Esta mañana he sido testigo de un bellísimo espectáculo.
Illa Diagonal de Bcn, pocos minutos para que el reloj marque las 10:00h. En las puertas se acumula un número extrañamente anormal de personas. Algunos de los que estamos allí ya nos imaginamos el motivo. Cinco siluetas destacan ante las cintas que impiden el paso a la tienda.
Cuatro chicos y lo que parece ser que quizás en algún momento fuera una chica. Miradas turbias, gestos nerviosos. Más propios de una callejuela del raval que de un centro comercial en la zona alta de Barcelona.
Uno de ellos viste chandal gris y unas deportivas blancas llenas de roña, llama especialmente la atención. De su espalda cuelga una pequeña bolsa azul, pero entre sus zarpas mugrientas cuelga otra bien grande, esa que, en breve, tiene intención de llenar hasta arriba. Parece que es el macho alfa del grupo.
A un lado tiene a un ser demacrado, con su sucia coleta y sus enormes bolsas oscuras adornando la parte baja de sus ojos, cuesta creer que sea una chica. Las deportivas Puma que calza y la bolsa cruzada de color gris que va arrastrando, piden a gritos descansar de una vez en el container.

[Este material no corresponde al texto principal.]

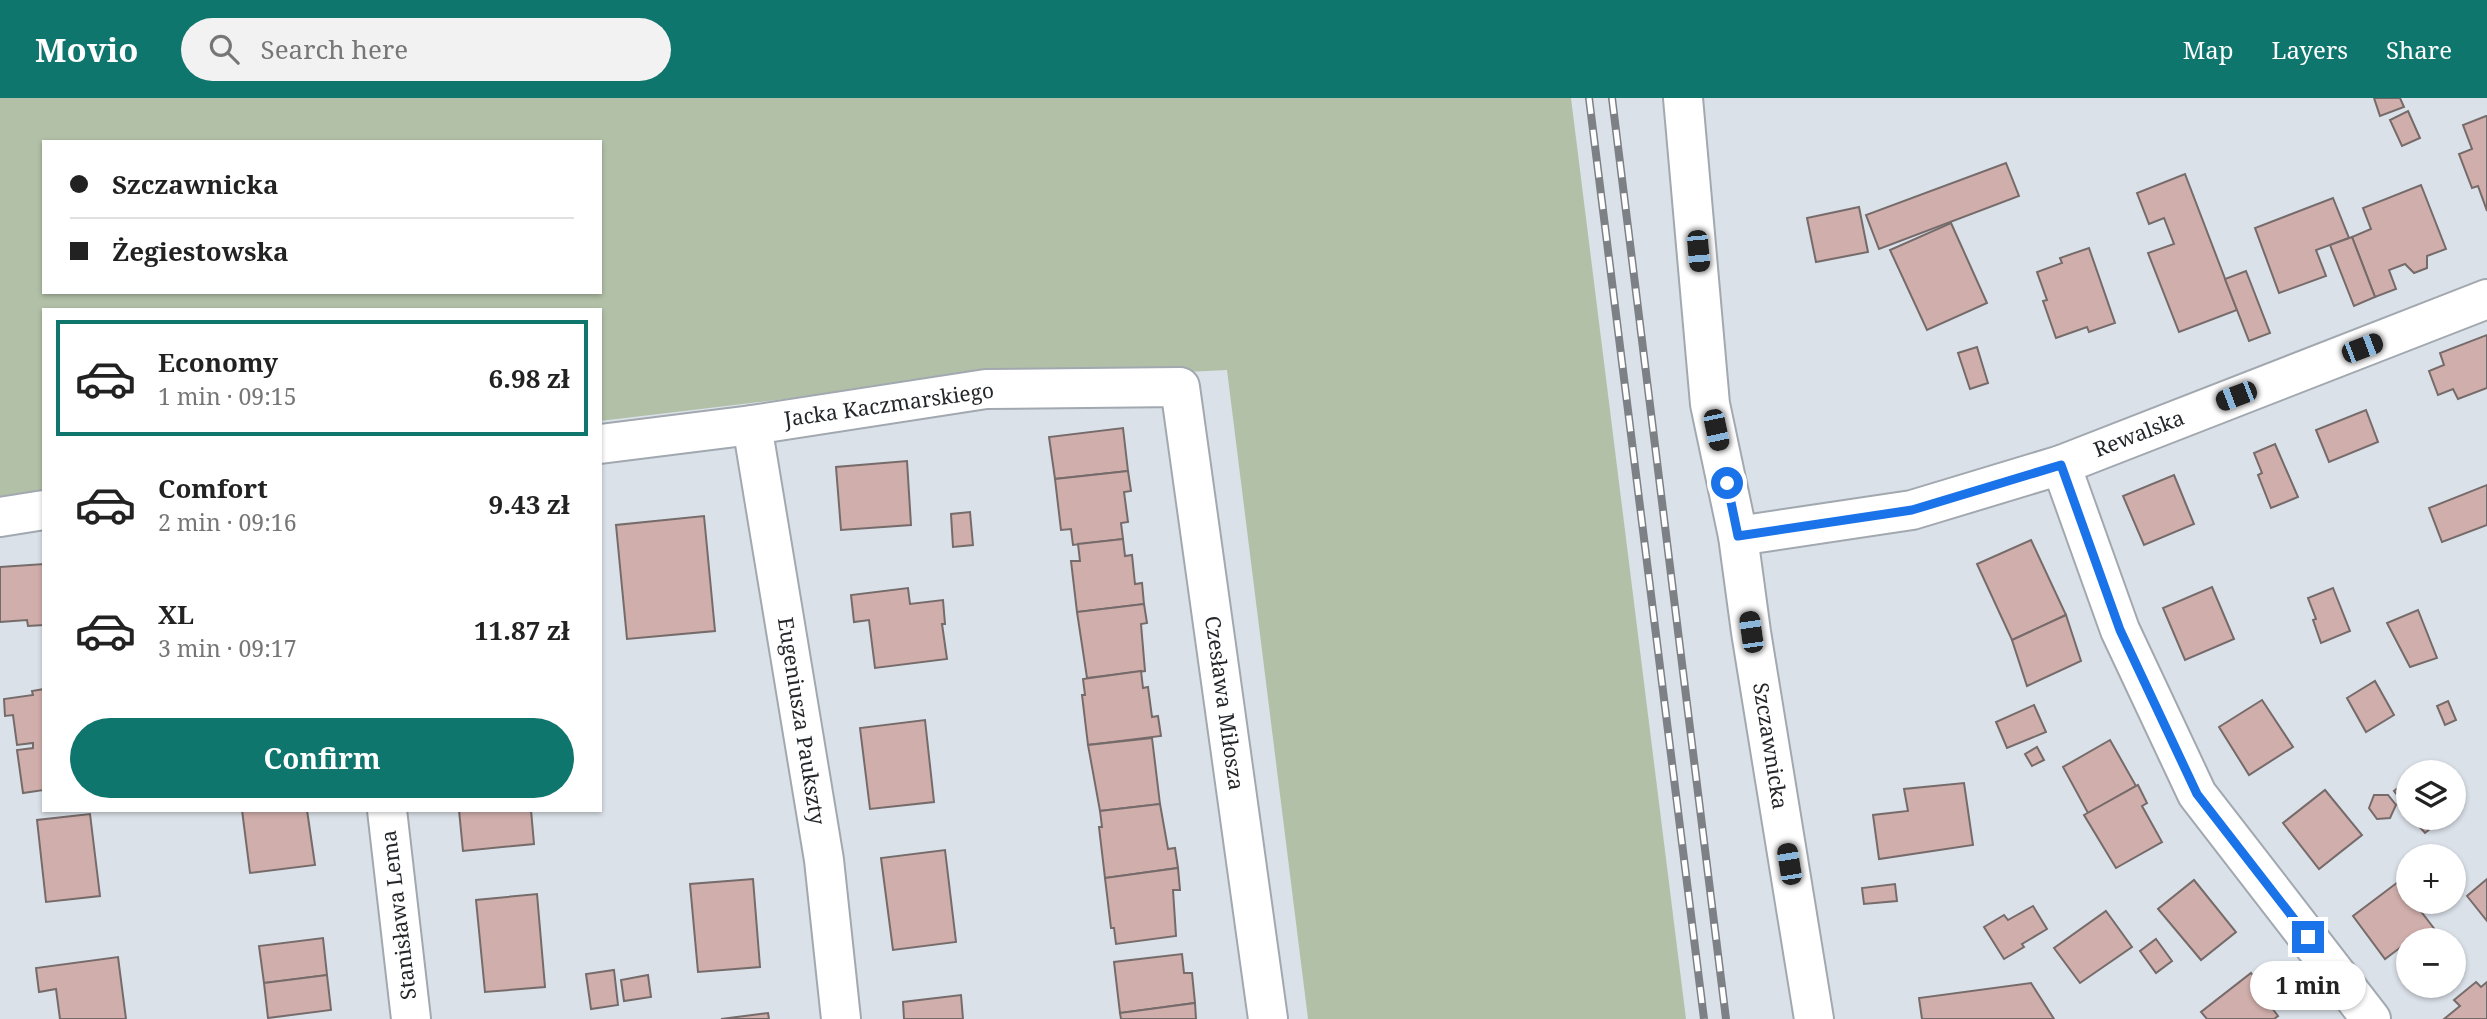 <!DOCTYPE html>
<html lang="en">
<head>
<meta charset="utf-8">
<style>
  :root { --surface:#fff; --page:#f2f2f2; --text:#222; --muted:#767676; --line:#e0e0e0; --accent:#0f766e }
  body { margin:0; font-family:"Noto Serif",serif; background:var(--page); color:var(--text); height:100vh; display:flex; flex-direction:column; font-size:26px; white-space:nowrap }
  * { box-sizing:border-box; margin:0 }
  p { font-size:23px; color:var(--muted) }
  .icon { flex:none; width:38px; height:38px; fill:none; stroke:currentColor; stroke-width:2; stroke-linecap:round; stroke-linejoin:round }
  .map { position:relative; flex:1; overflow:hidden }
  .sheet { position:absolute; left:42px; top:210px; width:560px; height:504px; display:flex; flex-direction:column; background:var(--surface); border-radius:0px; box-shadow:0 2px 5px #0004 }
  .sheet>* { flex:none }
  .top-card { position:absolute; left:42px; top:42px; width:560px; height:154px; border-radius:0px; box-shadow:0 2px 5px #0004; display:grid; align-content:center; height:154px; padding:0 28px; background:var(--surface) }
  .controls { position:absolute; left:2396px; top:662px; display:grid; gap:14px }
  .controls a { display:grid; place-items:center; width:70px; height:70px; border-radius:50%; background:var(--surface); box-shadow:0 2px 5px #0004; font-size:35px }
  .end { position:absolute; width:32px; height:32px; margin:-16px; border:9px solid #1a73e8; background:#fff; box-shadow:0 0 0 4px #fff }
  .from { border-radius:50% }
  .bubble { position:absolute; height:49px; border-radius:24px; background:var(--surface); box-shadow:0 2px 5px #0004; font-size:23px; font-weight:700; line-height:49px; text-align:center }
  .car { position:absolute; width:21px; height:42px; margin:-21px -10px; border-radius:9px; box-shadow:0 0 5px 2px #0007; background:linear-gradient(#222 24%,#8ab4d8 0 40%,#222 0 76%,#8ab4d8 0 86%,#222 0) }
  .top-card b { display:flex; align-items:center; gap:24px; height:66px; font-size:26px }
  .top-card b+b { border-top:2px solid var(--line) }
  .top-card i { width:18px; height:18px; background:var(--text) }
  ul { padding:12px 0 0; list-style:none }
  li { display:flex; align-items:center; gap:21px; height:116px; margin:0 14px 10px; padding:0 14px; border:4px solid transparent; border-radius:0px }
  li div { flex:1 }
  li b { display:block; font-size:26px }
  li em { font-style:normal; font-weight:700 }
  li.current { border-color:var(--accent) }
  li>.icon { width:63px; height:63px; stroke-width:1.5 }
  .action { display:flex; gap:14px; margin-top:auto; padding:14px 28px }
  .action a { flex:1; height:80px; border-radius:42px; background:var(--accent); color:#fff; font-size:28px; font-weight:700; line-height:80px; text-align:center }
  header { display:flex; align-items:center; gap:42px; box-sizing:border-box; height:98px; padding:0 35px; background:var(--accent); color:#fff }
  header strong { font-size:33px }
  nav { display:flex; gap:38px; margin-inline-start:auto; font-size:24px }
  .search { width:490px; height:63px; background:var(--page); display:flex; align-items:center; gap:18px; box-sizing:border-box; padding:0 24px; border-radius:38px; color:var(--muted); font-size:26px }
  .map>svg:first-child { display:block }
  .green { fill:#b2c0a8; fill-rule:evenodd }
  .building { fill:#d0aeab; stroke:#756b6a; stroke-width:2 }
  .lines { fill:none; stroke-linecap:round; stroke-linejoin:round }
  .minor-casing { stroke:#a2a8af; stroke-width:42 }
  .minor { stroke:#fff; stroke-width:38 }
  .rail-casing { stroke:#7d8186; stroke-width:8 }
  .rail { stroke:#fff; stroke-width:5; stroke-dasharray:16; stroke-linecap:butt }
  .route { stroke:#1a73e8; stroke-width:9 }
  .labels { text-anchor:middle; stroke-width:6; stroke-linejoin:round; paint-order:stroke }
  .street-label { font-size:21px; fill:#242629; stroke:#fff }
</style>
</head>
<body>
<header>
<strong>Movio</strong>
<div class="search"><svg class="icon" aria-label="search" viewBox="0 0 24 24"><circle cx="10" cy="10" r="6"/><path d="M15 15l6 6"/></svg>Search here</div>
<nav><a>Map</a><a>Layers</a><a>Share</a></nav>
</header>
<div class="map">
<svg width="2487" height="921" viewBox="0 0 2487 921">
  <rect width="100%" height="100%" fill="#dbe1e9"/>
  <path class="green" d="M0,0H1571L1686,921H1308L1227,272L894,288L600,323V212H44V396L0,401ZM44,44H600V194H44Z"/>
  <g class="building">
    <path d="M2374,0H2400L2404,9L2380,18Z"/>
    <path d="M2408,13L2420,40L2402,48L2390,22Z"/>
    <path d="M2486,18H2487V113L2478,88L2472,90L2459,56L2472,51L2463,27Z"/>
    <path d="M2006,65L2019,98L1879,151L1866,117Z"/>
    <path d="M2185,76L2237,212L2179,234L2148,155L2174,146L2164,120L2149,126L2137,95Z"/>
    <path d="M2421,87L2446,151L2427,158V170L2414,175L2405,166L2389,172L2396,191L2375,199L2352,139L2371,131L2363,110Z"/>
    <path d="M2333,100L2349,140L2316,152L2326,178L2279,195L2255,130Z"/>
    <path d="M1859,109L1868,154L1816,164L1807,120Z"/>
    <path d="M1951,125L1987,205L1927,232L1890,152Z"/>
    <path d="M2352,139L2375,199L2354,208L2330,147Z"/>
    <path d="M2089,150L2115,225L2089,234L2087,229L2056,240L2043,203L2047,202L2037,174L2062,165L2060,160Z"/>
    <path d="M2246,173L2270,235L2249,243L2225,181Z"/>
    <path d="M2487,237V290L2458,301L2453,291L2438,297L2429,273L2444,267L2440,255Z"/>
    <path d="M1977,249L1988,285L1970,291L1958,255Z"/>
    <path d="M2366,312L2378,344L2329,364L2316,332Z"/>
    <path d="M1123,330L1128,373L1055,381L1049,339Z"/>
    <path d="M2275,346L2298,399L2271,410L2258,377L2262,375L2254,355Z"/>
    <path d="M907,363L911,427L841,432L836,369Z"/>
    <path d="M1128,373L1131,393L1124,394L1128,424L1121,425L1123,441L1073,447L1071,431L1061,432L1055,381Z"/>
    <path d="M2174,377L2194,426L2144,447L2123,398Z"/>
    <path d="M2487,387V427L2442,444L2429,410Z"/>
    <path d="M970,414L973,447L953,449L951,416Z"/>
    <path d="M704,418L715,533L627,541L616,427Z"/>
    <path d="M1123,441L1125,458L1132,457L1135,486L1142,485L1144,506L1077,514L1071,463H1080L1078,446Z"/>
    <path d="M2031,442L2066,517L2012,542L1977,466Z"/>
    <path d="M44,466V527L28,528L27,522L0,524V469Z"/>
    <path d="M2212,489L2234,541L2185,562L2163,510Z"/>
    <path d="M908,490L910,506L943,502L945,526H942L947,561L875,570L869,522L854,524L851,497Z"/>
    <path d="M2333,490L2350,533L2321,545L2313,522L2316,521L2308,500Z"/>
    <path d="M1144,506L1147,525L1141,526L1145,573L1087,580L1077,514Z"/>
    <path d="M2418,512L2437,560L2410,569L2387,525Z"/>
    <path d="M2066,517L2081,563L2027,588L2012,542Z"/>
    <path d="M1141,573L1143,590L1148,589L1152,619L1158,618L1161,638L1088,647L1082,597H1085L1083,581Z"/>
    <path d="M2375,583L2394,617L2366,634L2347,600Z"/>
    <path d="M44,591V692L23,695L17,652L33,650V645L17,647L13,617L5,618L4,601L33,597L32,593Z"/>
    <path d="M2262,602L2293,649L2249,677L2219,629Z"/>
    <path d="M2448,603L2456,622L2445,627L2437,608Z"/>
    <path d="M2034,607L2046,634L2007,650L1996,624Z"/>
    <path d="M925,622L934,704L870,711L860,630Z"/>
    <path d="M1152,640L1160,706L1100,713L1088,647Z"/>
    <path d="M2110,642L2136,688L2088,715L2063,669Z"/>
    <path d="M2037,649L2044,662L2032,668L2025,656Z"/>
    <path d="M2454,678L2463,692L2454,698Z"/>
    <path d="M2408,682V712L2394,693Z"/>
    <path d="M1964,685L1973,747L1879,761L1873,717L1908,713L1904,691Z"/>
    <path d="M2138,687L2147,705L2142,708L2162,744L2116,770L2084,717Z"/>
    <path d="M2325,692L2362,737L2319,771L2283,725Z"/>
    <path d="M2374,697H2388L2396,707L2390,720L2377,721L2369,710Z"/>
    <path d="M1160,706L1168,751L1175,750L1178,770L1105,780L1099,729H1102L1100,713Z"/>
    <path d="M242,712H307L315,767L250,775Z"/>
    <path d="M459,712H531L534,746L463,753Z"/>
    <path d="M90,716L100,798L46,804L37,722Z"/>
    <path d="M2423,719H2445L2425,735L2416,725Z"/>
    <path d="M945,752L956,844L893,852L881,760Z"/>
    <path d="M1178,770L1180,792H1173L1176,838L1116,846L1114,830H1111L1105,780Z"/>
    <path d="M753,781L760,869L698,874L690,786Z"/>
    <path d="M2487,781V823L2467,798Z"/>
    <path d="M2194,782L2236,834L2201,862L2158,811Z"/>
    <path d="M2398,784L2408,796V803H2413L2436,833L2425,842H2408V854L2407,856L2401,849L2385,861L2353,818Z"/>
    <path d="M1895,786L1897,803L1864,806L1862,790Z"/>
    <path d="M537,796L545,889L485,894L476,802Z"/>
    <path d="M2033,808L2047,831L2022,846L2024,849L2004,861L1984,829L2004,817L2008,822Z"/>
    <path d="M2106,813L2132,849L2080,885L2054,850Z"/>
    <path d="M323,840L327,877L264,885L259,848Z"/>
    <path d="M2156,841L2172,863L2156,875L2140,853Z"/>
    <path d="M1182,856L1184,875H1192L1195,905L1120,915L1114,864Z"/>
    <path d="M118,859L126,921H60L56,891L39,894L36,870Z"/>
    <path d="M614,872L618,907L591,911L586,876Z"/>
    <path d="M2251,875L2263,890L2259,893L2278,918L2274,921H2207L2201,914Z"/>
    <path d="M327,877L331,912L268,920L264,885Z"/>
    <path d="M648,877L651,899L624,903L621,882Z"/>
    <path d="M2476,884L2481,889L2487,884V921H2444L2460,908L2454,902Z"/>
    <path d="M2031,885L2054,921H1922L1919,900Z"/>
    <path d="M961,897L963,921H904L903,904Z"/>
    <path d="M1195,905L1196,921H1121L1120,915Z"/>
    <path d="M768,915L769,921H721Z"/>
  </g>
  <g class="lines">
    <g class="minor-casing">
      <g id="minor">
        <path d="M1683,0L1710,306L1738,438L1751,534L1814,921"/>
        <path d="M752,327L824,762L841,921"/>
        <path d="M600,346L752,327L986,291L1180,289L1268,921"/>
        <path d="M2061,367L2120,532L2197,696L2371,921"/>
        <path d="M0,419L44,412"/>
        <path d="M1738,438L1912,412L2061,367L2487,201"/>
        <path d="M387,712L411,921"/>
      </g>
    </g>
    <use href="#minor" class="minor"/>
    <g class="rail-casing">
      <g id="rail">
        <path d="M1589,0L1704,921"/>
        <path d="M1612,0L1726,921"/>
      </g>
    </g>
    <use href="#rail" class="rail"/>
  </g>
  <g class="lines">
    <path class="route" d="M1727,385L1738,438L1912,412L2061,367L2120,532L2197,696L2308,839"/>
  </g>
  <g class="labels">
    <g class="street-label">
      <text transform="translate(889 307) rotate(-8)" y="7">Jacka Kaczmarskiego</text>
      <text transform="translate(2139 336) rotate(-21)" y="7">Rewalska</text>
      <text transform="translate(1224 605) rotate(82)" y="7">Czesława Miłosza</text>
      <text transform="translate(801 623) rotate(81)" y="7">Eugeniusza Paukszty</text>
      <text transform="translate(1770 648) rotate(81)" y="7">Szczawnicka</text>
      <text transform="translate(399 817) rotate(-97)" y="7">Stanisława Lema</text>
    </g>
  </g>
</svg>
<div class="controls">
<a><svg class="icon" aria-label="layers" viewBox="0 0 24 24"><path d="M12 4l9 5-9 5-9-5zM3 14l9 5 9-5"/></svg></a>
<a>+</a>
<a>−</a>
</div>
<i class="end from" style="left:1727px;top:385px"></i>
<i class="end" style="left:2308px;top:839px"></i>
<div class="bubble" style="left:2250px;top:863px;width:116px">1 min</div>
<i class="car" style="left:1698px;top:153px;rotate:175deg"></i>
<i class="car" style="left:2362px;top:250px;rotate:69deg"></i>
<i class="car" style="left:2236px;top:298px;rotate:249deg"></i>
<i class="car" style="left:1716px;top:332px;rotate:168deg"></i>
<i class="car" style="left:1751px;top:534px;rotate:352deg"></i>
<i class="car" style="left:1789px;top:766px;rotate:351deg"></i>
<div class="top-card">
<b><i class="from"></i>Szczawnicka</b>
<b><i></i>Żegiestowska</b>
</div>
<section class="sheet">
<ul>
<li class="current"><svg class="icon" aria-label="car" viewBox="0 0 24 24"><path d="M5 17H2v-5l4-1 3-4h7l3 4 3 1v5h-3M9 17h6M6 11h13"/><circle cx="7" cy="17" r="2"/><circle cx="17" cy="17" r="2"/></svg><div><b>Economy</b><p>1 min · 09:15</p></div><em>6.98 zł</em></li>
<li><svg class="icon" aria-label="car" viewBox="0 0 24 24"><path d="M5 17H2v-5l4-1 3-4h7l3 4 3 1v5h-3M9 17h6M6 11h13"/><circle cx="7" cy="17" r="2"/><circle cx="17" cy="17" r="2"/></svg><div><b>Comfort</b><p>2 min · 09:16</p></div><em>9.43 zł</em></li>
<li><svg class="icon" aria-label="car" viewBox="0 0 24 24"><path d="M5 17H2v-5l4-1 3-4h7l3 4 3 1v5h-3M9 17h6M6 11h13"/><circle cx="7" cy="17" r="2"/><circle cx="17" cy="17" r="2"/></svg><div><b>XL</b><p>3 min · 09:17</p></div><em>11.87 zł</em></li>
</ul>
<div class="action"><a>Confirm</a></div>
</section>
</div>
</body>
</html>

Al otro lado del macho alfa se remueve nervioso un ser minúsculo. Recuerda a un chiuaua. No por su ridículo tamaño, sino porque, pese a todo, parece que quiera disputarle el trono al macho alfa.
Un par más de ellos completan esta amalgama de ninis y despojos sociales. Se descubren un par más de bolsas grandes. Faltan pocos minutos para que se abran las puertas del centro y respiran puro nerviosismo. El chiuaua le hace un comentario al macho alfa y este le responde con un soplido. Parece que vamos a tener espectáculo.
Ante la línea de salida hay, también, un matrimonio mayor, que miran de reojo al grupito.
De repente el encargado del centro, un chico bajito con gafas, se acerca dispuesto a retirar las cintas que impiden la entrada a la tienda. Y es, en escasos segundos, cuando todo ha acabado ya.
El macho alfa es el primero. Le da igual que el encargado de la tienda aun no haya retirado la cinta que le impide el paso. Se abalanza sobre él, no esta dispuesto a perder una milésima. Le siguen, sin dudarlo, el chiuaua, aquello otro que estaba a su lado y el resto de despojos humanos.
Todos abandonan, si es que alguna vez los tuvieron, educación, modales, cortesía, el ridículo y cualquier otra convención social que les exija comportarse como seres humanos. Como si de jugarse un oro olímpico se tratara, arrancan a correr por en medio de la tienda, echando a un lado a la pareja mayor y a quién demonios haga falta. Sacan codos y aprietan los dientes.
Todos los presentes, profanos en la materia, se miran desconcertados, incrédulos, incapaces de encontrar una razón que justifique el furioso remolino que se forma y recorre el establecimiento público. El encargado se gira y maldice. Una voz pregunta si acaso regalan algo.
En la distancia, ya solo se escucha el estruendo causado por el grupo de saqueadores. Antes de girar la esquina el macho alfa iba en cabeza, seguido por el chiuaua. Las grandes bolsas prestas a engullir todo cuanto encuentren en la estantería.
Al girar la esquina otra escena regurgitante agrede la vista. El reparto del botín. El grupo, con la adrenalina disparada y exultante por haber arramblado con todo, en medio de la tienda y con las presas aun entre sus roñosas zarpas, se dispone a efectuar el reparto. La gente decente, esa que no ha antepuesto la caza a su propia dignidad, observa el obsceno espectáculo. La pareja mayor les espeta un, frustrante, “ladrones!”, quizás para exorcizar la rabia y el asco que contagia el inmundo grupo.
Los cinco despojos humanos, pletóricos, conforman un círculo victorioso que, en medio del pasillo, parece mofarse del resto de los que, por segundos, habían albergado ilusiones de conseguir algún trofeo. El macho alfa ordena retirarse a otro departamento a rendir cuentas, quizás para no tentar más a la paciencia de la gente civilizada.
Un par de responsables de la tienda, entre ellos el que ha sido atropellado en la entrada, se han acercado al lugar. Comentan la mala educación de algunos. No puedo evitar reprocharles que esta en su mano evitar estos incidentes. Que sabían perfectamente qué ocurriría hoy, y que lo han permitido. Se alejan repitiendo, no muy convencidos, que no pueden evitarlo.
Al salir a la calle coincido con la pareja mayor de antes que, advertidos por algún nieto, imagino, habían acudido en busca de algún regalo. El hombre aun se disculpa a la mujer, compungido, “podía haberle reprochado más al de la tienda pero no hubiese servido de nada”. Y no dejo de pensar en el sentimiento de euforia que embriagará a aquellos cinco.